EBench Docs

Integrate Your Own Model

The core interface is:

model_client.get_action(obs) -> action

Implement a ModelClient, do one inference pass in get_action(obs), and return an action dictionary.

Observation format

Each observation is keyed by worker_id:

obs["worker_id"]["obs"] = {
    "instruction": str,                        # language instruction
    "state.joints": np.ndarray,                # (12,) joint positions
    "state.gripper": np.ndarray,               # (4,) gripper states
    "state.base": np.ndarray,                  # (3,) base position
    "state.ee_pose": [[pos, quat], [pos, quat]],  # left/right EE
    "video.{camera}_view": np.ndarray,         # (480, 640, 3) uint8
    "timestep": int,
    "reset": bool,                             # True on first step
}

Action format

action = {
    "0": {
        "action": np.ndarray,       # (16,) = 6 left joints + 2 left grip + 6 right joints + 2 right grip
        "base_motion": np.ndarray,  # (3,) delta x, y, yaw
        "control_type": "joint_position",
        "is_rel": False,            # True for delta arm actions
        "base_is_rel": True,        # True for delta base motion
    }
}

Alternatively, use ee_pose control by setting control_type to "ee_pose" and providing [pos, quat, gripper] pairs instead of joint positions.

Chunk mode (recommended)

Preferred approach: Instead of calling client.step() with a single action per step, submit action chunks for better performance:

# Submit a list of actions as a chunk
actions = [action_dict_1, action_dict_2, action_dict_3]
obs, done = client.step(actions)

Benefits: The server executes all actions in the chunk internally and returns only the final observation at the re-inference point, reducing network overhead and enabling better performance tuning.

Multi-worker evaluation: For multiple workers, simply run separate processes with different worker_ids:

# Terminal 1: worker "0"
python model_client.py --worker_id 0

# Terminal 2: worker "1"
python model_client.py --worker_id 1

Example: Single-step mode

import numpy as np
from genmanip_client.eval_client import EvalClient


class ModelClient:
    def __init__(self):
        pass  # Load your model here

    def get_action_chunk(self, obs):
        worker_id = next(iter(obs))
        worker_obs = obs[worker_id]["obs"]

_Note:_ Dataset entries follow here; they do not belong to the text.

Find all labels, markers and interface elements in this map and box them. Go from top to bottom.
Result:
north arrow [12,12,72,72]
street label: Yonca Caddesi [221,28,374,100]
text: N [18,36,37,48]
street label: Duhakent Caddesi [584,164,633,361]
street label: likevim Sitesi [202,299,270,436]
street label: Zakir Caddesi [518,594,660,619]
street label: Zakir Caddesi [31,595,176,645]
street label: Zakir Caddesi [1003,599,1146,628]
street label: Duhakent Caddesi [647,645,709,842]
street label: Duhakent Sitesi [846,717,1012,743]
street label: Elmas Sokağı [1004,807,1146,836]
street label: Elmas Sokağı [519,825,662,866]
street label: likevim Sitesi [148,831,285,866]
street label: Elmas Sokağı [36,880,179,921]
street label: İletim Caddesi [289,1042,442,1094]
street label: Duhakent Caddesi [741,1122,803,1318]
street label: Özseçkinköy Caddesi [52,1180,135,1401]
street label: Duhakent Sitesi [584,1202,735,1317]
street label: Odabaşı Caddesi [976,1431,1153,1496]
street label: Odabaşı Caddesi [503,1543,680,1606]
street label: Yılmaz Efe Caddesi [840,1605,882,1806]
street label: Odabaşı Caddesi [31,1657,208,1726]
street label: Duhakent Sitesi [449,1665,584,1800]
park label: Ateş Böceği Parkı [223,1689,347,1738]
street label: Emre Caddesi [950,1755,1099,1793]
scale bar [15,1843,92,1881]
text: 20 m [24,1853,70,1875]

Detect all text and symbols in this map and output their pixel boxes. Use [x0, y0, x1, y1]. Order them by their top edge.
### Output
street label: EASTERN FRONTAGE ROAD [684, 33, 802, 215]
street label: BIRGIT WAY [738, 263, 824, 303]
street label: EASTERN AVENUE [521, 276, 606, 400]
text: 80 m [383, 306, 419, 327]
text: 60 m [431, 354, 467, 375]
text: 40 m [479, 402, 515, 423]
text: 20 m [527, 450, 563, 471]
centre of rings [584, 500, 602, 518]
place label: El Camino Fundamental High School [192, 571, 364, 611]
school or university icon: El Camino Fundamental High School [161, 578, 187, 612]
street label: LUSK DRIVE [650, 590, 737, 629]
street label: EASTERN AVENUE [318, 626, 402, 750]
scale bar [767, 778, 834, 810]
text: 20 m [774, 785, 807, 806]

        instruction = worker_obs["instruction"]
        image = worker_obs["video.front_view"]
        joints = worker_obs["state.joints"]
        gripper = worker_obs["state.gripper"]
        base = worker_obs["state.base"]

        # Your inference here, i.e. action with 6 left joints + 2 left grip + 6 right joints + 2 right grip, 3 base motion states
        pred_action_chunk = np.zeros(16+3, dtype=np.float32)

        return {
            worker_id: {
                "action": pred_action[:16],
                "base_motion": pred_action[16:],
                "control_type": "joint_position",
                "is_rel": False,
                "base_is_rel": True,
            }
        }

    def reset(self):
        # based on your model, clean the history and reset to new episode
        pass

client = EvalClient(
    base_url="http://127.0.0.1:8087",
    worker_ids=["0"],
    run_id="my_eval",
)
model = ModelClient()

try:
    obs = client.reset()
    eval_finished = False
    while not eval_finished:
        # Reset the model when obs["reset"] is True, since the background task has switched episodes.
        if obs[worker_ids]["obs"]["reset"]:
            model.reset()
        action = model.get_action(obs)
        obs, eval_finished = client.step(action)
finally:
    client.close()

Example: Chunk mode (recommended)

import numpy as np
from genmanip_client.eval_client import EvalClient


class ModelClient:
    def __init__(self, chunk_size: int = 4):
        self.chunk_size = chunk_size
        pass  # Load your model here

    def get_action_chunk(self, obs):
        """Generate a chunk of actions."""
        worker_id = next(iter(obs))
        worker_obs = obs[worker_id]["obs"]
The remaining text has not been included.